Trecento tonnellate di cibo bloccate, perché miele e marmellata sono “troppo energetici” per dei bambini che stanno morendo di fame.
C’è qualcosa di profondamente disturbante nel fatto che nel 2025 dobbiamo discutere se un bambino affamato possa ricevere un biscotto. Eppure è esattamente quello che sta accadendo con gli aiuti umanitari destinati a Gaza, dove trecento tonnellate di cibo giacciono bloccate per settimane a causa di una burocrazia che sembra uscita dai peggiori incubi kafkiani.
Stefano Rebora, presidente dell’associazione Music for Peace, ha sollevato il velo su una realtà che dovrebbe far vergognare chiunque possa vantarsi di essere ancora “umano”. Le autorità israeliane, attraverso il Cogat (Coordinator of Government Activities in the Territories), hanno deciso che biscotti, miele, marmellata, succhi di frutta e datteri non possono entrare a Gaza perché hanno un “alto contenuto energetico, soprattutto pericoloso per donne e bambini”.
Fermiamoci un attimo a riflettere sull’assurdità di questa frase. In un territorio dove i bambini stanno letteralmente morendo di fame, dove le immagini di corpicini ridotti a scheletri sono diventati la normalità, qualcuno ha deciso che un biscotto è troppo “energetico”. Come se dare energia a chi sta morendo di stenti fosse un crimine contro l’umanità.
Ma c’è di più: non solo questi alimenti vengono vietati ma le organizzazioni umanitarie devono anche pagare per la loro distruzione. È una perversione burocratica che trasforma l’aiuto umanitario in una farsa crudele, dove chi vuole aiutare deve sottostare a condizioni che farebbero impallidire Orwell.
La Jordan Hashemite Charity Organization, partner locale che gestisce i passaggi di cibo e altri aiuti destinati alla popolazione di Gaza, diventa il custode di questa assurda censura alimentare, smembrando i pacchi accuratamente preparati e privandoli degli elementi nutritivi più preziosi. Non è più aiuto umanitario: è sadismo istituzionalizzato.

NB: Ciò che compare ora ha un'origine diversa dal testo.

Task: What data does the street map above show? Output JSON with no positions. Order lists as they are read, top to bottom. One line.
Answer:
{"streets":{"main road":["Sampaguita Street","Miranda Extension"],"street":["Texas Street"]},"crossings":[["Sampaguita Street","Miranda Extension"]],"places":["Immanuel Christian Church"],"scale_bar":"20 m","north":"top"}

Rebora ha posto due richieste elementari che suonano come un grido di buon senso in un mondo impazzito: non smembrare i pacchi (perché contengono beni necessari per le famiglie) e permettere la consegna diretta alle associazioni palestinesi. Due richieste che qualsiasi persona razionale considererebbe ovvie ma che, evidentemente, rappresentano pretese eccessive per chi gestisce questo teatro dell’assurdo.
Il presidente di Music for Peace ha rivelato una verità ancora più amara: questa non è una novità. I governi di tutto il mondo hanno “accettato silenziosamente queste condizioni” per anni. Significa che mentre facevano dichiarazioni pubbliche di solidarietà e compassione, sapevano perfettamente che i loro aiuti venivano mutilati, privati degli elementi più nutrienti, trasformati in elemosina umiliante.
“Un bambino quando apre un pacco di biscotti sorride”. In questa frase c’è tutta la drammaticità della situazione: stiamo negando il sorriso a bambini che da anni conoscono solo bombardamenti, devastazione, mancanza d’acqua, elettricità, scuola, famiglia. Stiamo rubando loro anche la piccola gioia di un biscotto.
Ci stiamo avviando in un processo di disumanizzazione sistematica. Quando la storia giudicherà questo periodo, una delle domande più difficili sarà: come abbiamo potuto permettere che un biscotto diventasse un’arma di guerra? Come abbiamo accettato che la compassione venisse filtrata attraverso protocolli che negano la dignità umana più elementare?
La risposta è semplice quanto terrificante: perché abbiamo smesso di indignarci. Perché abbiamo accettato che l’orrore diventasse normalità. Perché abbiamo studiato Auschwitz, abbiamo letto Primo Levi, abbiamo promesso che non sarebbe più successo e invece siamo allo stesso punto di partenza. Siamo tornati a guardare – inermi – dei bambini morire di fame.